In the Know
No matter where I am, someone is always stopping me to ask for directions. One of my children said this is because I always look as if I know where I’m going.
I was asked for directions at the law school at U of A when I was visiting for the first time. (Of course, I can answer because I always travel with a map.) I was also asked for directions in the Paris Metro and EVERYWHERE on the streets in Moscow. (Draped in all that fur, I must have looked Russian.)
And if I can, I am always happy to assist--even if I have to do so in my broken Russian. But for some reason, my willingness to help disappears when it’s a commercial establishment asking. I believe that if I am providing a service to a business, I should get paid. That includes surveys.
I used to have a lot of fun with this years ago when businesses would called me in Scottsdale.
Business: “Do you have a few minutes to answer some survey questions?”
Me: “Maybe. How much do you pay?”
Business: “It’s a survey. We don’t pay anything. We just want to improve our services.”
Me: “I’m sorry. I only do volunteer work for charities."
Nowadays, in my quest to make the world a little nicer, I just say no.

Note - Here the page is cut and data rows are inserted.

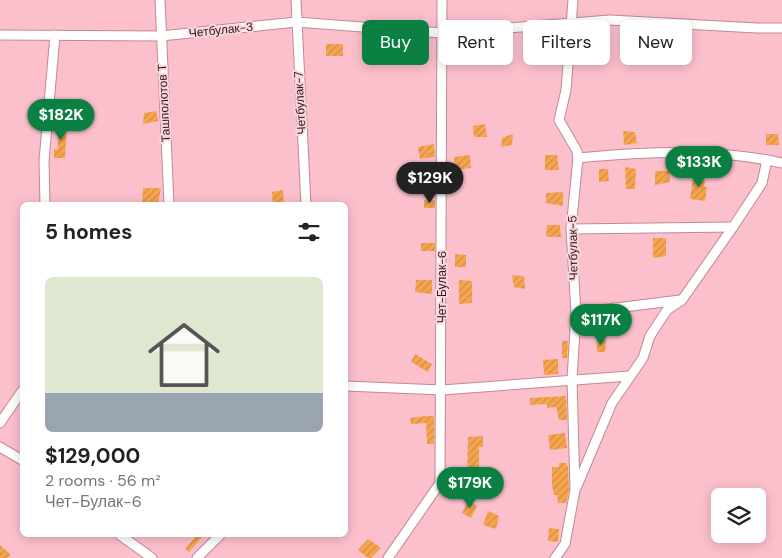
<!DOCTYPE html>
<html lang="en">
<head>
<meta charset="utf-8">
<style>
  body { margin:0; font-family:"DM Sans",sans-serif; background:#f2f2f2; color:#222; height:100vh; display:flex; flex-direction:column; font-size:19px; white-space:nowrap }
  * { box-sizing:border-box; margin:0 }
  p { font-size:16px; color:#767676 }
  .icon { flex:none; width:28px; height:28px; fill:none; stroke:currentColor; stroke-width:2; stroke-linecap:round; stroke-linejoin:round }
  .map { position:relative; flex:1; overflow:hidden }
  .side { position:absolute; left:20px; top:202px; width:328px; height:335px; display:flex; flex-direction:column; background:#fff; border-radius:8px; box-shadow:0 2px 12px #0003 }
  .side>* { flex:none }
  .guide { position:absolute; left:362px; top:20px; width:344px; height:45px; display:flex; gap:10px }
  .tools { position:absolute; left:711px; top:488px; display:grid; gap:10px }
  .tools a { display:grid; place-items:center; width:55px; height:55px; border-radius:8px; background:#fff; box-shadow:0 2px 12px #0003; font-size:25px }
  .price { position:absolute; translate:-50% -42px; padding:0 11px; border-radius:18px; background:#0b8043; color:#fff; font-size:16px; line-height:32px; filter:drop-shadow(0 1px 2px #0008) }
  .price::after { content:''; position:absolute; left:50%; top:30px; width:15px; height:11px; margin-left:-8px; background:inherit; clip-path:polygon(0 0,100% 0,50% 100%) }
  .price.active { background:#222; color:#fff }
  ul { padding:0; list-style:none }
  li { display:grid; align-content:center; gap:10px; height:265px; padding:0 25px }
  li+li { border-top:1px solid #e0e0e0 }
  li span { display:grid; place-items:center; height:155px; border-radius:8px; color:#555 }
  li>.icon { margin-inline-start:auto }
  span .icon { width:90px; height:90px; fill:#fffc; stroke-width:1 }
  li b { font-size:21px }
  h2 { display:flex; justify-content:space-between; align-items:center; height:60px; padding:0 25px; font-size:21px }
  .tag { padding:0 18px; border-radius:8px; background:#fff; box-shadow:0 2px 12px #0003; font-size:18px; line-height:45px }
  .tag.active { background:#0b8043; color:#fff }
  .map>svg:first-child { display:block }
</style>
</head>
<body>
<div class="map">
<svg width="782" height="558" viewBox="0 0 782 558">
  <defs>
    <pattern id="building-hatch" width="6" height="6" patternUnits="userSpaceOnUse" patternTransform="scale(1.25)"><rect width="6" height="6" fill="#f6a54f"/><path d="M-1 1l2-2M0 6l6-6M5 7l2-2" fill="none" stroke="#d38d44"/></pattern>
  </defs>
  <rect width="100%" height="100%" fill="#fcc0cd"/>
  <!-- building -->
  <g fill="url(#building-hatch)">
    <rect x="326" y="44" width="17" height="12"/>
    <path d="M156 111 158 121 143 124 144 113Z"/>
    <path d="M58 121 67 123 65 158H54V149H58Z"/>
    <path d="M485 124 487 137H474L473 126Z"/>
    <path d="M623 131 635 132 637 143 624 145Z"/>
    <path d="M513 134 512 145 501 147 502 138Z"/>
    <path d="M766 134H778L779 145H766Z"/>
    <path d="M434 144 435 157 420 159 418 147Z"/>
    <path d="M470 155 471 168 455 170 454 157Z"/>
    <path d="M545 155H557L559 170H545Z"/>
    <path d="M625 167 636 169 635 189H626Z"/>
    <path d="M599 169H608L609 181 599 182Z"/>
    <path d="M655 171H669L670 182 655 185Z"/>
    <path d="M694 172 704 173 703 181H705L704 187H707L705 201 690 199Z"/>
    <path d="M143 188H161L158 204 142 203Z"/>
    <path d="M283 190 284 205H273L272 192Z"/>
    <path d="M563 192V206L546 203V193Z"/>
    <rect x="424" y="200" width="11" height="8"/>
    <path d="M547 225H560L561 237H546Z"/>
    <path d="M653 238H666V256L653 258Z"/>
    <rect x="421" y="243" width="14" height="8"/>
    <path d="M455 254 466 255V267H455Z"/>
    <path d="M512 275 524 276 525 289 514 287Z"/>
    <path d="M416 280H432V294L415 292Z"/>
    <path d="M459 280 472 281V303L459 304Z"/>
    <path d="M597 340H606L605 352H597Z"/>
    <path d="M562 341H568L567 358H562Z"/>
    <path d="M415 354 432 364 428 372 411 362Z"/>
    <path d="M558 359V374L544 375 543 360Z"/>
    <path d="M566 396 567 420H559L556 407 547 408V404L530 405V398Z"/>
    <path d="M426 416H434V444H427L426 423 411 424 410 418Z"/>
    <path d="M565 433 567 448 550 450 548 435Z"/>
    <path d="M483 436V447H479V468H482V479H467L468 437Z"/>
    <path d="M559 463H566L568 467 569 490 566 503H558L557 495H554L552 485V467H559Z"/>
    <path d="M468 501 477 506 471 518 462 513Z"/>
    <path d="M488 511 499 516 496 529 483 525Z"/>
    <path d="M549 528 559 529 558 542 548 541Z"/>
    <path d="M197 535H204L189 552 185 549Z"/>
    <path d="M368 539 381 548 371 558H368L358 550Z"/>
    <path d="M0 545 11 555 7 558H0Z"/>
  </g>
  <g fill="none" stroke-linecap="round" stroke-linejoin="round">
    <!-- minor casing -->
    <g stroke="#c08995" stroke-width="11">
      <g id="minor">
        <path d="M160 0 169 205"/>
        <path d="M296 0 306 205"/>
        <path d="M0 35 161 36 296 22 442 33 610 20 757 28H782"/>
        <path d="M578 158C645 152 715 148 782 163"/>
        <path d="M45 205 44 161 55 35"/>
        <path d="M571 229 733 227"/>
        <path d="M576 313 680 300"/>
        <path d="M345 386 442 390 629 376"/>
        <path d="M0 423 22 391"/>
        <path d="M0 447 22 460"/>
        <path d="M577 486 612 403 643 358 650 336 667 310 682 300 733 227 762 183 767 160"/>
        <path d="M120 535 152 558"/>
        <path d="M197 558 220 535"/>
        <path d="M388 558 440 483 442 0"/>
        <path d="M555 558 565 544 575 490 572 379 576 313 571 229 578 158 577 151 559 120 566 90 573 0"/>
      </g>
    </g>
    <!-- minor -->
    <use href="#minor" stroke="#fff" stroke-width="9"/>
  </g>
  <g text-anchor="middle" stroke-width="4" stroke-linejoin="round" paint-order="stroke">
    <!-- street labels -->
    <g font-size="12" fill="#2d171c" stroke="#f9d5dc">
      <text transform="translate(221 30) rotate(-6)" y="4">Четбулак-3</text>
      <text transform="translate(164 103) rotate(-93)" y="4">Ташполотов Т</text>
      <text transform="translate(300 103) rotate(-93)" y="4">Четбулак-7</text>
      <text transform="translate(573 248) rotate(-91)" y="4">Четбулак-5</text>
      <text transform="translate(442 287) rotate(-90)" y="4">Чет-Булак-6</text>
    </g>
  </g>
</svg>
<div class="tools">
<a><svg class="icon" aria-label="layers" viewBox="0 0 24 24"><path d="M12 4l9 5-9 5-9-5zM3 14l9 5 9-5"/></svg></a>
</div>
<b class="price" style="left:61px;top:141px">$182K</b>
<b class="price" style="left:699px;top:188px">$133K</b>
<b class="price active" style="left:430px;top:204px">$129K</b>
<b class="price" style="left:601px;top:346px">$117K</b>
<b class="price" style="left:470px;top:509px">$179K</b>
<div class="guide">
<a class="tag active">Buy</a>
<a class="tag">Rent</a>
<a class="tag">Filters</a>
<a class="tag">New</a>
</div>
<section class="side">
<h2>5 homes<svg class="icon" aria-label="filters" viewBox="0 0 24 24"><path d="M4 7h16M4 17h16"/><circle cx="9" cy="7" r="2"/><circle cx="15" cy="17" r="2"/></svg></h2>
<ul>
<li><span style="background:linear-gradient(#dfe7d0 75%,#9aa5b1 0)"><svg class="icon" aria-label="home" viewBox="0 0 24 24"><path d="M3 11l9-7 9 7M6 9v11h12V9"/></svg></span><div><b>$129,000</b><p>2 rooms · 56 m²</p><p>Чет-Булак-6</p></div></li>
</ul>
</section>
</div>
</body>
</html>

But my local Mazda dealership is having a tough time getting the message. After my battery flunked its 15,000 mile inspection, I took the car to Mazda, who replaced the battery at a pro-rated charge.
Within a week, I received two computer calls asking me to answer their questions on service. I hung up. Then I received a call from a real person. I politely informed her that I don’t do surveys. Finally, I received a call from the service person, again asking about my “experience.” I told him it was fine.

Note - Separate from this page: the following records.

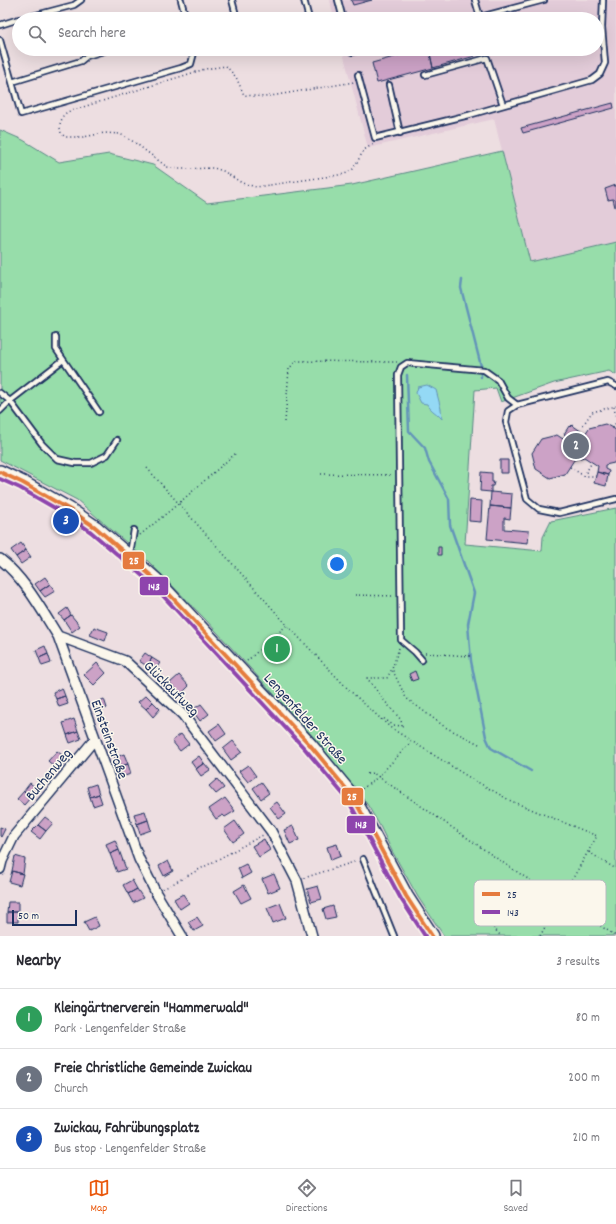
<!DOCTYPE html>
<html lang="en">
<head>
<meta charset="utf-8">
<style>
	:root { --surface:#fff; --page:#f2f2f3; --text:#2b2b33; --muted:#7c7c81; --line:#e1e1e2; --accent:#ea580c }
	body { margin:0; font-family:Dekko,sans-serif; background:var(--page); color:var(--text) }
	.scale { position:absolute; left:12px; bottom:10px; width:65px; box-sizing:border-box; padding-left:4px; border:2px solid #1b2f5e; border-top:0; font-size:11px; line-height:14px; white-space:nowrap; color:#1b2f5e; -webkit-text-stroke:3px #fbf7ec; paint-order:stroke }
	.you { position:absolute; left:337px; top:564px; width:14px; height:14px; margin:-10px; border:3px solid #fff; border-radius:50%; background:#1a73e8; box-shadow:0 0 0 6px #1a73e833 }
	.badge { display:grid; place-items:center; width:26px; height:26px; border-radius:50%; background:var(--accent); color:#fff; font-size:13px; font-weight:700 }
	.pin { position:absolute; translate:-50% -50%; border:2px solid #fff; box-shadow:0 1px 4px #0006 }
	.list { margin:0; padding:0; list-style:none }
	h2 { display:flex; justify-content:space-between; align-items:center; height:52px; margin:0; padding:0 16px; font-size:17px }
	h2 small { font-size:13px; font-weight:400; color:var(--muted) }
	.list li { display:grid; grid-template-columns:26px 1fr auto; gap:12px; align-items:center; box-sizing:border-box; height:60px; padding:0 16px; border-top:1px solid var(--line) }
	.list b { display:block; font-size:15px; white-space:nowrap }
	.list p { margin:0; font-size:13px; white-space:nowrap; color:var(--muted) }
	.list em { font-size:13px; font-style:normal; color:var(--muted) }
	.icon { flex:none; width:22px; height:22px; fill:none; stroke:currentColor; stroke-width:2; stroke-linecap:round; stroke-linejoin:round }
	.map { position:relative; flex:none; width:616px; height:936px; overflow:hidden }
	.search { position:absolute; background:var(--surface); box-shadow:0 4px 16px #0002; left:12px; right:12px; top:12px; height:44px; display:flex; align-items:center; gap:10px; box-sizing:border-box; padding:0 14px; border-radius:22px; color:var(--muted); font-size:15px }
	.sheet { height:232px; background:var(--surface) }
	nav { display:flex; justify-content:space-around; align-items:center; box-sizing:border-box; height:56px; border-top:1px solid var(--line); background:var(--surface); font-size:11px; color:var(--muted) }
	nav a { display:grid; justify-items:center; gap:2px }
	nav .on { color:var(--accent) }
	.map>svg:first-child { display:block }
	.built { fill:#e3ccd9 }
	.green { fill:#97ddaa; stroke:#598684 }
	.water { fill:#94d9f5; stroke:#6495b9 }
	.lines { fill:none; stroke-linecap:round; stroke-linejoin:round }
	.stream { stroke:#6495b9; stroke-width:2.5 }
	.building { fill:#cca2c6; stroke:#1b2f5e }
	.service-casing { stroke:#1b2f5e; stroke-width:8 }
	.minor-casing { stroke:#1b2f5e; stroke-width:12 }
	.secondary-casing { stroke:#1b2f5e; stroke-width:16 }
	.path { stroke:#1b2f5e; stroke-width:1.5; stroke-dasharray:1 3; stroke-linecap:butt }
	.service { stroke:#fbf7ec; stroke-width:4.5 }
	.minor { stroke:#fbf7ec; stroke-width:9 }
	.secondary { stroke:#fbf7ec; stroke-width:13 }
	.bus-1-casing { stroke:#fbf7ec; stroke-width:7 }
	.bus-2-casing { stroke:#fbf7ec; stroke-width:7 }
	.bus-1 { stroke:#e57b3e; stroke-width:4 }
	.bus-2 { stroke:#8e44ad; stroke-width:4 }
	.labels { text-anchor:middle; stroke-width:3; stroke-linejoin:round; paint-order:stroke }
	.street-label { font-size:15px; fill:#1b2f5e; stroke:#fbf7ec }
	.key { fill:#fbf7ec; stroke:#b8bbc1; stroke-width:1 }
	.key-label { font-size:11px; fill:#1b2f5e }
	.line-badge { stroke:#fbf7ec; stroke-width:1.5 }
	.badge-label { font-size:11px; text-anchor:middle; font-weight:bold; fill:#fff }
</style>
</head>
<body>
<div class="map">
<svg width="616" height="936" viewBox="0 0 616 936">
	<rect width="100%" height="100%" fill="#eddee1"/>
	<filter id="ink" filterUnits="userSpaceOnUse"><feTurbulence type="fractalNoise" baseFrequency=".025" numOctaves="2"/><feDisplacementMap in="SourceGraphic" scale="8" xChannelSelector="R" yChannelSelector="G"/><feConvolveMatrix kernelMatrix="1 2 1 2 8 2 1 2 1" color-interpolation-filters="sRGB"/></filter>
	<g filter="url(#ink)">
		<!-- built -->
		<path class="built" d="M330,0H616V242L530,262L494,119L368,148L342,49H597V19H334Z"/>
		<!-- green -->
		<path class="green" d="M0,130L23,140L59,162L109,154L153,165L207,203L352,185L502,151L530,262L616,242V375L609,371L554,383L501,402L496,388L475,390L465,544L542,551L543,537L551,521L616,508V936H444L418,897L392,851L380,826L367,804L316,740L205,619L149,562L77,500L0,460Z"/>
		<!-- water -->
		<path class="water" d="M427,385L436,390L441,409L442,419C437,413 431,411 427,404L421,403L416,393L418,387Z"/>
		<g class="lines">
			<!-- stream -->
			<path class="stream" d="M462,280L461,288L481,366
				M407,375L409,431L425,448L429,462L449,499L450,525L474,593L468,624L471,661L486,737L491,748L531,771
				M481,377V372"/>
		</g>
		<!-- building -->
		<path class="building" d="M351,0H372L353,5Z
			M423,49H429L433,68L377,83L372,63Z
			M429,49H473L475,56L433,68Z
			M613,103L614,108L523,133L521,128Z
			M616,185V207H615L613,199L608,200L605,189Z
			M605,424L616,430V460L614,463L605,465V469L609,471L608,475L597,472L598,466L584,457L574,460L565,474L550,478L536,469L532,453L541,439L557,435L563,439L566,435L564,434L569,426L570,427L572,425L585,434L589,428Z
			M500,460H508V473H500Z
			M481,472L492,473V482H494L493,486H491V492L480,491Z
			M597,472L608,475L606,486L594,483Z
			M491,492L512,494L511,508L490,506Z
			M470,500L482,501L481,522L469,521Z
			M490,506L511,508L510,519L504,518V529L529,531L528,543L487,539Z
			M21,543L26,550L16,557L11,550Z
			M438,547H441V555H438Z
			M26,550L31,557L21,564L16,557Z
			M45,577L50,584L40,591L35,584Z
			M50,584L55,591L45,597L40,591Z
			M67,608L71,615L64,620L59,614Z
			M71,615L80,626L72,632L64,620Z
			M94,627L108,632L105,641L90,635Z
			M45,646L48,654L39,658L36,650Z
			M145,653L152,658L147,666L139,661Z
			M48,654L51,663L42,666L39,658Z
			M152,658L160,663L154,671L147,666Z
			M97,663L106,673L94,685L84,675Z
			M415,671L418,679L412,681L409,674Z
			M179,675L189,686L181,694L170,683Z
			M62,688L65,696L56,699L53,692Z
			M146,695L153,702L146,709L138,702Z
			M65,696L68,704L59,707L56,699Z
			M104,699L107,708L98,711L95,703Z
			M153,702L160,709L153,717L146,709Z
			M201,704L209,714L200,721L192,710Z
			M74,719L78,731L67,735L63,723Z
			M219,724L226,734L216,741L209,731Z
			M78,731L81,739L70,743L67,735Z
			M181,734L189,744L180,751L172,741Z
			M233,741L242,752L231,760L223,749Z
			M57,751L67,759L58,770L48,761Z
			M124,754L128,764L118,767L114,758Z
			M199,756L204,763L196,769L191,762Z
			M204,763L210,770L201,776L196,769Z
			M128,764L131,774L121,777L118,767Z
			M248,765L256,776L248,782L239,771Z
			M217,779L224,788L216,794L209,786Z
			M261,782L269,793L261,799L253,788Z
			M30,783L37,789L31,797L24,791Z
			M96,784L99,794L90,797L87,787Z
			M24,791L31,797L24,805L17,799Z
			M99,794L102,803L93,806L90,797Z
			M225,798L235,811L225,817L223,815L216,819L209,809Z
			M277,802L286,814L279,819L270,807Z
			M145,811L148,820L137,824L134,814Z
			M45,817L53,823L46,831L38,825Z
			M148,820L151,830L140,834L137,824Z
			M235,821L244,834L233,842L224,829Z
			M38,825L46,831L40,839L31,832Z
			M293,826L299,840L290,844L284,830Z
			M0,827L5,829L1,837L0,836Z
			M264,839L270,850L259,857L252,846Z
			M115,840L119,850L110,854L106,844Z
			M337,844L341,856L331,860L327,847Z
			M119,850L126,869L117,872L110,854Z
			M15,856L25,859L23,874L12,871Z
			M168,861L173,871L164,876L159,866Z
			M246,864L251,873L242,878L238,868Z
			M12,871L23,874L20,885L9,882Z
			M274,874L280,888L268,893L262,879Z
			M132,880L137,889L128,894L123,885Z
			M244,885L251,898L241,903L234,891Z
			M318,886L322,899L311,902L307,889Z
			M137,889L143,898L133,903L128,894Z
			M183,894L189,903L180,909L174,899Z
			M8,902H18V912H7Z
			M280,903L286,918L273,923L267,908Z
			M333,906L336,917L326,919L323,909Z
			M7,912H18V922H7Z
			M95,917L99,926L89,931L84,922Z
			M197,917L203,926L194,931L188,922Z"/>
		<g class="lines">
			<!-- service casing -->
			<g class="service-casing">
				<path id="service" d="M181,0L186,19
					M232,0L237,19
					M304,0L308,15
					M338,0L343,19
					M475,0L480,17L544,0
					M21,19L74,5L81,0
					M0,25L19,19
					M0,40L12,82
					M110,49L87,56L81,61L12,82L21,114L181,68L191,64L195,49
					M120,49H124
					M351,49L352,52L364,49
					M358,75L375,138L469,115L592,80L600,74L605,63L602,27L603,0
					M425,75L487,58L503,105
					M389,85L400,133
					M56,337V349L99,412
					M616,386L608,382L517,405L508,411L506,422L527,499L539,509L559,513L616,499
					M0,393L10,401L42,444L57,459L75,463H91L107,455L117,440
					M0,411L10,401L63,360
					M130,554L134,530
					M422,660L415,652L401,640L398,375L401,367L407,363L484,370L498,380L508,398L517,405
					M363,859L394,936"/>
			</g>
			<!-- minor casing -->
			<g class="minor-casing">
				<path id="minor" d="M0,559C25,579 41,609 58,636L139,859L156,893L182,936
					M58,636L125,661L183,715L271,831L297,881L312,936
					M0,869L2,861L14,836L95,739"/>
			</g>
			<!-- secondary casing -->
			<g class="secondary-casing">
				<path id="secondary" d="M0,472L23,483L70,510L95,527L156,580L238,668L310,745L353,797L406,896L432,936"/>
			</g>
			<!-- path -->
			<path class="path" d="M60,124L63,116L67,112L205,69L226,66L236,77L244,95L265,97L354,82
				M60,128L61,133L65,137H83L104,133L120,134L134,142L167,167L180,169L214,168L223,171L242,183L256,187L345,174L353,169L364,150L373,144
				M614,407L616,418
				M285,422L289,369L296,361L397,362
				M583,425L592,412L616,406
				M613,428L616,422
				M570,467L584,476H596
				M147,468L287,625L349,690L391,728L467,776L511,801L597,836L540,936
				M321,474L392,475
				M584,476L592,462
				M140,535L178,504L236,453
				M355,595L394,596
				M399,648L392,669L406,698L445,727L481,745
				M425,653L470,656
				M247,661L287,625
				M381,720L383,718L393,725L402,726L401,720L383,699L367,678H387L392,669
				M367,774L373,773L508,866L616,936
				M362,789L378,777L411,742
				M589,852L616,869
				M304,878L357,861
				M163,889L263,835
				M488,922L501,936"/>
			<!-- service -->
			<use href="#service" class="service"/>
			<!-- minor -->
			<use href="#minor" class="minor"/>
			<!-- secondary -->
			<use href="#secondary" class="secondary"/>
			<!-- bus-1 casing -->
			<g class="bus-1-casing">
				<path id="bus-1" d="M0,472L23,483L70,510L95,527L156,580L310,745L353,797L406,896L432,936"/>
			</g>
			<!-- bus-2 casing -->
			<g class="bus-2-casing">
				<path id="bus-2" d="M0,479L20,488L67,515L91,532L152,584L305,749L348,800L401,899L425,936"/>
			</g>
			<!-- bus-1 -->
			<use href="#bus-1" class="bus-1"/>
			<!-- bus-2 -->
			<use href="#bus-2" class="bus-2"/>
		</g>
	</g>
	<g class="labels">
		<!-- street labels -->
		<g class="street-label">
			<text transform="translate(172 688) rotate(45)" y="5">Glückaufweg</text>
			<text transform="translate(306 718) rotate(48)" y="5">Lengenfelder Straße</text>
			<text transform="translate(110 739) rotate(70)" y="5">Einsteinstraße</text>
			<text transform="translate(48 774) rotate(-50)" y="5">Buchenweg</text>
		</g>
	</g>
	<!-- legend -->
	<rect x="474" y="880" width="132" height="46" rx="6" class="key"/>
	<rect x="482" y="892" width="18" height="4" fill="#e57b3e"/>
	<rect x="482" y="910" width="18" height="4" fill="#8e44ad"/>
	<g class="key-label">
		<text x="507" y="898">25</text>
		<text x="507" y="916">143</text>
	</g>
	<g class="line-badge">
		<rect x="122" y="551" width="23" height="19" rx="4" fill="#e57b3e"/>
		<rect x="139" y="576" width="30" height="20" rx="4" fill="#8e44ad"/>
		<rect x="341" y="787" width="23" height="19" rx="4" fill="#e57b3e"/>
		<rect x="346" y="815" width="30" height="19" rx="4" fill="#8e44ad"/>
	</g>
	<g class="badge-label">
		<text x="134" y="564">25</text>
		<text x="154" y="590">143</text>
		<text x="352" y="800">25</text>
		<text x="361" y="828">143</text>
	</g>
</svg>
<div class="scale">50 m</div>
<div class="you"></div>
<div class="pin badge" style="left:277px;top:649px;background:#2e9e5b">1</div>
<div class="pin badge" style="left:576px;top:446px;background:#6b7280">2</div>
<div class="pin badge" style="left:66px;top:521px;background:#1a4fb4">3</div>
<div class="search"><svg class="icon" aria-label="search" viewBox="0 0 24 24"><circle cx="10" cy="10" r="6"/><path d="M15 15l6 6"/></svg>Search here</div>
</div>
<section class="sheet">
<h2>Nearby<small>3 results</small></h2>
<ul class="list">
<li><span class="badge" style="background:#2e9e5b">1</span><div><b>Kleingärtnerverein &quot;Hammerwald&quot;</b><p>Park · Lengenfelder Straße</p></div><em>80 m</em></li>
<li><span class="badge" style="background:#6b7280">2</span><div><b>Freie Christliche Gemeinde Zwickau</b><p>Church</p></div><em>200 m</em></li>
<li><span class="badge" style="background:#1a4fb4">3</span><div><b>Zwickau, Fahrübungsplatz</b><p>Bus stop · Lengenfelder Straße</p></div><em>210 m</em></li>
</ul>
</section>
<nav>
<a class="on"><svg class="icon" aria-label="map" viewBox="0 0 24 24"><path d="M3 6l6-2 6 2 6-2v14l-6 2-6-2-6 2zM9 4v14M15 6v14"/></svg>Map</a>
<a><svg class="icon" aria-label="directions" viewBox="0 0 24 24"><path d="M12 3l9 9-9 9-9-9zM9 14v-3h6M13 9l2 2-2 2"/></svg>Directions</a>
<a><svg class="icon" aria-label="saved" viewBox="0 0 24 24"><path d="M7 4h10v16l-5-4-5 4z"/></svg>Saved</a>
</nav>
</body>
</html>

And it was fine. But thinking about it later, if that Mazda dealer truly wanted to impress me with their service, it wouldn’t be by calling me four times. It would be by not making wait ten minutes in the driveway with my car to check-in when I arrived promptly for my scheduled appointment.
And it would be by not returning my car with the antenna missing. After I pointed it out, I had to wait an additional ten minutes for them to try and find it somewhere in the back. Yes, these are minor complaints. But if Mazda really wants to know what I think, they should send me a coupon for a free oil change or something.

I have information, but it’s not free. Unless, of course, you need directions to the train station in Cuzco. Then I’ll be glad to show you where it is on my map.